====== Provided data ======

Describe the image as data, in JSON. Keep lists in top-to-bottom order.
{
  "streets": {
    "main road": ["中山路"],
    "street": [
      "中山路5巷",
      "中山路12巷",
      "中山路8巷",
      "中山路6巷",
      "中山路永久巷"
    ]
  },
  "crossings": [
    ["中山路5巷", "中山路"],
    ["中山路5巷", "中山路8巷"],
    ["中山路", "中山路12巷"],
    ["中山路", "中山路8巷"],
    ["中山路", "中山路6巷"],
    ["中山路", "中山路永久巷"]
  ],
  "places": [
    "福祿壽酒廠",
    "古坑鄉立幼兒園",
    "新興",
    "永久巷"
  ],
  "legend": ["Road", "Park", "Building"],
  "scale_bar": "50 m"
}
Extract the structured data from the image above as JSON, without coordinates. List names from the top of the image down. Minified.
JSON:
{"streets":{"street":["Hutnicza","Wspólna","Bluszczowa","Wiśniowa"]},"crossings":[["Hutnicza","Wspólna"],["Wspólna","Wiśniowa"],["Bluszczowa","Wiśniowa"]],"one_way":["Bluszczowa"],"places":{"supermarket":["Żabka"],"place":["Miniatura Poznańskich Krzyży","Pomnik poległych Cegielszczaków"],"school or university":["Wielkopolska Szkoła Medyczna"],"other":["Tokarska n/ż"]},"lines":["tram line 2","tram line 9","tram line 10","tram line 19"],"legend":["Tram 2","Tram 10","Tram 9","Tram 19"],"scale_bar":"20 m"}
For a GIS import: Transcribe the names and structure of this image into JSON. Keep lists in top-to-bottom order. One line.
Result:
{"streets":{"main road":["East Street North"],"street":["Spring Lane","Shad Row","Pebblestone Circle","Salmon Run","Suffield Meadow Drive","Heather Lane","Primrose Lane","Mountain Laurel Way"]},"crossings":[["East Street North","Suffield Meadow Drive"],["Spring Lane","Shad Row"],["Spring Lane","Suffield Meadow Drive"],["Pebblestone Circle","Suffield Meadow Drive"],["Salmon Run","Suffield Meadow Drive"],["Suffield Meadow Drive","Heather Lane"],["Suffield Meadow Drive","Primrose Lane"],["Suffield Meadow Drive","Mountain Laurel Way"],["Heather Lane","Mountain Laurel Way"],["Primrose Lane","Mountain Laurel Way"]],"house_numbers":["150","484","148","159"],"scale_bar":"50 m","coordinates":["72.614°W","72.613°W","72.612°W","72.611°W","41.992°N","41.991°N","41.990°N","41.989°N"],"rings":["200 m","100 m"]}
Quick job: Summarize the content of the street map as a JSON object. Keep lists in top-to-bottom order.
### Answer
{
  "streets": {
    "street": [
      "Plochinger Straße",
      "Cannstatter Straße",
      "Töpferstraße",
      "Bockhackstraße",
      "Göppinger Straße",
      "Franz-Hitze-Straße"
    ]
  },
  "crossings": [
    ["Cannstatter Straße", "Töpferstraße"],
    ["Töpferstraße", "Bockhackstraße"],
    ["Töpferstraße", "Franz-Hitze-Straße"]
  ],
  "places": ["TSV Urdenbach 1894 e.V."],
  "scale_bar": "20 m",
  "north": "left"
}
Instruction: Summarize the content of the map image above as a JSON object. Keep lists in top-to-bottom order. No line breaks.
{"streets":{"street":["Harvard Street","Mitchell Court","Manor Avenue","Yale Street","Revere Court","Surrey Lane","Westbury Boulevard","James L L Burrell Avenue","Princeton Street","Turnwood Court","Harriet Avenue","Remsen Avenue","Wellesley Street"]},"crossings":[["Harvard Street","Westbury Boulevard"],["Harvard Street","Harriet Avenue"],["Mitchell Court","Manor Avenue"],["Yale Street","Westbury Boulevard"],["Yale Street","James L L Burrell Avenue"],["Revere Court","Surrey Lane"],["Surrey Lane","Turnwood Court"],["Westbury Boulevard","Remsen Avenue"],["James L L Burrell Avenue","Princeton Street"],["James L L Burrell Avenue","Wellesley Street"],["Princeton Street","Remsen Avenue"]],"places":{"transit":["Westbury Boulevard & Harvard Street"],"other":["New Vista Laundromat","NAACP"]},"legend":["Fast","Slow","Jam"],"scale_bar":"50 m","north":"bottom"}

======

(What you will do) When you reach the line that contains "Extract the structured", stop; that line and every line before it, from the very first line of the data, should be restated word for word.

(Output)
Describe the image as data, in JSON. Keep lists in top-to-bottom order.
{
  "streets": {
    "main road": ["中山路"],
    "street": [
      "中山路5巷",
      "中山路12巷",
      "中山路8巷",
      "中山路6巷",
      "中山路永久巷"
    ]
  },
  "crossings": [
    ["中山路5巷", "中山路"],
    ["中山路5巷", "中山路8巷"],
    ["中山路", "中山路12巷"],
    ["中山路", "中山路8巷"],
    ["中山路", "中山路6巷"],
    ["中山路", "中山路永久巷"]
  ],
  "places": [
    "福祿壽酒廠",
    "古坑鄉立幼兒園",
    "新興",
    "永久巷"
  ],
  "legend": ["Road", "Park", "Building"],
  "scale_bar": "50 m"
}
Extract the structured data from the image above as JSON, without coordinates. List names from the top of the image down. Minified.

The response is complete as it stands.